== Segment start ==
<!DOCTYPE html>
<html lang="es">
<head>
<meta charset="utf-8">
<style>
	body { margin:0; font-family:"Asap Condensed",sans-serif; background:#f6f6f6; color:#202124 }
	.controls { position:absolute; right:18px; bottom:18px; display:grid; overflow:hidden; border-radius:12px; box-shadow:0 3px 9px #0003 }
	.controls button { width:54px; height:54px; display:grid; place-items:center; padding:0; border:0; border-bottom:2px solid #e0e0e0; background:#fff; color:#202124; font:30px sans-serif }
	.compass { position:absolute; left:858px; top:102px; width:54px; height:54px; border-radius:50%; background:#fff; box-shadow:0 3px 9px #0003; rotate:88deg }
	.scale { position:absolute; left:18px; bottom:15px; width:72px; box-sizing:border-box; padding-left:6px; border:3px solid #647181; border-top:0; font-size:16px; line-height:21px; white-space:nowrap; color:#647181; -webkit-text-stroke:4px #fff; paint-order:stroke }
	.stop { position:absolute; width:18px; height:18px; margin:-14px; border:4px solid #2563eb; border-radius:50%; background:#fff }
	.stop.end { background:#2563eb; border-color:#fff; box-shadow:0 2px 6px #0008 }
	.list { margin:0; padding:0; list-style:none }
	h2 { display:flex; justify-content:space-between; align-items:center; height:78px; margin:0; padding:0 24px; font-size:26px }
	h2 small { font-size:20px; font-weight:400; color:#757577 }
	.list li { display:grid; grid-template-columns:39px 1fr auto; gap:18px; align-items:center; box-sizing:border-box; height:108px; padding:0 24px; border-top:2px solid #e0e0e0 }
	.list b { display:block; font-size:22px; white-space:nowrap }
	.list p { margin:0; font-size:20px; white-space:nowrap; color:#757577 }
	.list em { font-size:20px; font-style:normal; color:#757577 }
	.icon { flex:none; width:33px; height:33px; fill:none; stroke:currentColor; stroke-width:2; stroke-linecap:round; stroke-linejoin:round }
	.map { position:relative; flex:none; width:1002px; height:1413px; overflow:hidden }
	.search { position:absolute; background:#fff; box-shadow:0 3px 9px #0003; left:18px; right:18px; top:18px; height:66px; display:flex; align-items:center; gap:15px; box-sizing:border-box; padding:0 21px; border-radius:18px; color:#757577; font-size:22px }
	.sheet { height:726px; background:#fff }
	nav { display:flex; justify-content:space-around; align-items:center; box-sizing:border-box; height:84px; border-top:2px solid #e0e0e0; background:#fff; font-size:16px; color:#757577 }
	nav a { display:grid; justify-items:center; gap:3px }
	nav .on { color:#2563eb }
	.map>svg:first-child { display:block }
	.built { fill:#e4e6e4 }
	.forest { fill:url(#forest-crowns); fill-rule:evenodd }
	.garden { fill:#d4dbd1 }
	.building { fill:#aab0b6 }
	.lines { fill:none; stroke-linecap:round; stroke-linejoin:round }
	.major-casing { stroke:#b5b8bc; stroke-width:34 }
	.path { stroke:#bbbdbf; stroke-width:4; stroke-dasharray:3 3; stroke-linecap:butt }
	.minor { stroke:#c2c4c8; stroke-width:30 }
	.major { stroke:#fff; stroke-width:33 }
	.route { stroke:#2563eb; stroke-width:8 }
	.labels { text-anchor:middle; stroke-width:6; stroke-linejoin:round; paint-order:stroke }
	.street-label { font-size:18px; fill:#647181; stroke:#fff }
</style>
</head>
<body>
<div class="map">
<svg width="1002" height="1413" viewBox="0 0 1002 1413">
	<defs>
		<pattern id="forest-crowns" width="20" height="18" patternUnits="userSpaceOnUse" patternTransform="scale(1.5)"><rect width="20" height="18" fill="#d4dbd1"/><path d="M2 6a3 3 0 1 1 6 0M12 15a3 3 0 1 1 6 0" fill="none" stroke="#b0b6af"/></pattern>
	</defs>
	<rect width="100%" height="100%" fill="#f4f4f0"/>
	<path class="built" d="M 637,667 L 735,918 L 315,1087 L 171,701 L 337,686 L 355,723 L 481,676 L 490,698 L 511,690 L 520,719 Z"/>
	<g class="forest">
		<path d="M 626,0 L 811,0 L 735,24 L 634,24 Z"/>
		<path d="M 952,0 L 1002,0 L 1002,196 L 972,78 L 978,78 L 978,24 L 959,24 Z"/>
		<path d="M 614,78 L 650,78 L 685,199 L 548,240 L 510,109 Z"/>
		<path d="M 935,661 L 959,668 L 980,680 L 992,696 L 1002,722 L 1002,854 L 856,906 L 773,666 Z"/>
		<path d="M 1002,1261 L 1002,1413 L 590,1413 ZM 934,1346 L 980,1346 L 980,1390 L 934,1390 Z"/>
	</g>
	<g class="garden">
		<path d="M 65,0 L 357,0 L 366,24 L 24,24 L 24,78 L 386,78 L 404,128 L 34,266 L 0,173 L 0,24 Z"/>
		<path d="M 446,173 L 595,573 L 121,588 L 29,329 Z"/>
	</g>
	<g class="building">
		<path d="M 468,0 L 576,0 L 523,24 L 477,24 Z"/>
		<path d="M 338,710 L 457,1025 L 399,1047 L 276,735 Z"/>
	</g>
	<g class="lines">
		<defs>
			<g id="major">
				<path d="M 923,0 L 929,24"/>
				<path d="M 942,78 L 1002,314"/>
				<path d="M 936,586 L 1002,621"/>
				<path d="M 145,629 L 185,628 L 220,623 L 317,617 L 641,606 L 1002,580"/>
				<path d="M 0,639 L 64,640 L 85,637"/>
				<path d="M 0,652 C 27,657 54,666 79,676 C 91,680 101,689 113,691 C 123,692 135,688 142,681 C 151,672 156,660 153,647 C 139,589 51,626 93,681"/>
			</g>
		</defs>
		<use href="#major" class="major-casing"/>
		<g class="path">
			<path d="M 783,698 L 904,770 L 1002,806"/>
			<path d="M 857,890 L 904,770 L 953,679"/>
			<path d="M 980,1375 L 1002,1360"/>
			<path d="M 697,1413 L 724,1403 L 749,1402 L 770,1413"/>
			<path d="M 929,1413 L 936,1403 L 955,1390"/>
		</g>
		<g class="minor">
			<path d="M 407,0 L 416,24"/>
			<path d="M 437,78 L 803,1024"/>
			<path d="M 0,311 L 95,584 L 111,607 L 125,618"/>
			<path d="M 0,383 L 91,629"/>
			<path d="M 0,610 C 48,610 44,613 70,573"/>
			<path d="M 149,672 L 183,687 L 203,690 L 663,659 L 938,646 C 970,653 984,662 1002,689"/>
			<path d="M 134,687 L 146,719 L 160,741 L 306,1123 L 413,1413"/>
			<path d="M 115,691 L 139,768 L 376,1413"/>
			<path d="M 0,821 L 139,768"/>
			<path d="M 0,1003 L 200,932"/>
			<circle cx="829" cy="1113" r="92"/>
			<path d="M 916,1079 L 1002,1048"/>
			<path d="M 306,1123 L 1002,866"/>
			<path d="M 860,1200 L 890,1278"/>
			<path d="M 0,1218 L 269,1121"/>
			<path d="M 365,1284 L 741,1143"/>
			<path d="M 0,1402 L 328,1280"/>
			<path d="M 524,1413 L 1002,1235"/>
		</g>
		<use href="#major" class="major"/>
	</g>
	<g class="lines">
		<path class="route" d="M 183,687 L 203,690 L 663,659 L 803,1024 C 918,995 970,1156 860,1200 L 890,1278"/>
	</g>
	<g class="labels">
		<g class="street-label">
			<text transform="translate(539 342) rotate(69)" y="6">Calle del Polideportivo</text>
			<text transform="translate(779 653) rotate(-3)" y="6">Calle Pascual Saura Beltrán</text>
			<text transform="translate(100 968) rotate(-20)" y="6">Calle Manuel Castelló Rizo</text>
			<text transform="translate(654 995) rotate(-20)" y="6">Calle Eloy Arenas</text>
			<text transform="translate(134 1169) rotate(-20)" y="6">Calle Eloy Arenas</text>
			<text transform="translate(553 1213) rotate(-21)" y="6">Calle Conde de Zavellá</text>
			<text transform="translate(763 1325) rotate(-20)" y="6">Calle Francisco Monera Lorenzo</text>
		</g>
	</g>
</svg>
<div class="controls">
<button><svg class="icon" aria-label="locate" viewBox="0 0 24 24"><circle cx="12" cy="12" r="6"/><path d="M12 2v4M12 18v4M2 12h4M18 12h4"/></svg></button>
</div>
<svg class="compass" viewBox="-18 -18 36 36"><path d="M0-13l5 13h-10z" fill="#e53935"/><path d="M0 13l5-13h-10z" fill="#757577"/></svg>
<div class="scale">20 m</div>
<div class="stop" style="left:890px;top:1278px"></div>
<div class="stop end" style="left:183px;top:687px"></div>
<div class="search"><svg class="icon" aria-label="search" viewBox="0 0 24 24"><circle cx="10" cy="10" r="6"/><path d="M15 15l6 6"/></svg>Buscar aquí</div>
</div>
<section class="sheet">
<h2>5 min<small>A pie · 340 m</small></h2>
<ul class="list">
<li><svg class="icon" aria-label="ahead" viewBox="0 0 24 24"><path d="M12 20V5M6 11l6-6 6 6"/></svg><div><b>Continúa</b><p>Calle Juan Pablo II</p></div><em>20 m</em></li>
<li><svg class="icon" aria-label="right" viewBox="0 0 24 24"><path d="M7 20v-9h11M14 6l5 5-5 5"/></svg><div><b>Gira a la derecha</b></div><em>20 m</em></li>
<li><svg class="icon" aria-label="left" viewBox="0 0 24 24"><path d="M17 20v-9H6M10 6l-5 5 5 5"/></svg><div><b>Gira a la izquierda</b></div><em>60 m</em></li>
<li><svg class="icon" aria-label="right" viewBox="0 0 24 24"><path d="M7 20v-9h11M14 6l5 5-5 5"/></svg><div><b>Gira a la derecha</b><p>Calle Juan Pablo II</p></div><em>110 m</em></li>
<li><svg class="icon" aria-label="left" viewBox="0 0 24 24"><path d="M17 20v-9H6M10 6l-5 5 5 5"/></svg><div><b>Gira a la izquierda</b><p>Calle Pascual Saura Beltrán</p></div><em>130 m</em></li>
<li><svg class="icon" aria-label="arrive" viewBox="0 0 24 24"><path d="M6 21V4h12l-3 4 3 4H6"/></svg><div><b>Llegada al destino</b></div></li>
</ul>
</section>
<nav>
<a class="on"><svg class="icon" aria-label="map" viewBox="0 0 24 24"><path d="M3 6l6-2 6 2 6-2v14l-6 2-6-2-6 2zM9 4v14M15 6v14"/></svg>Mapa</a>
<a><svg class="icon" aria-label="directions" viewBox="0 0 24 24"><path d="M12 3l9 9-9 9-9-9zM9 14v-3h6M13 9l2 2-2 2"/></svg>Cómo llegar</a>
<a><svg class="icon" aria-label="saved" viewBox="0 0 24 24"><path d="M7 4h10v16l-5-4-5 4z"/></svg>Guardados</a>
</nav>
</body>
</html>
== Segment end ==
Repeat the data word for word, starting at its first line and stopping after the line that contains "position:absolute; right:18px; bottom:18px;".

<!DOCTYPE html>
<html lang="es">
<head>
<meta charset="utf-8">
<style>
	body { margin:0; font-family:"Asap Condensed",sans-serif; background:#f6f6f6; color:#202124 }
	.controls { position:absolute; right:18px; bottom:18px; display:grid; overflow:hidden; border-radius:12px; box-shadow:0 3px 9px #0003 }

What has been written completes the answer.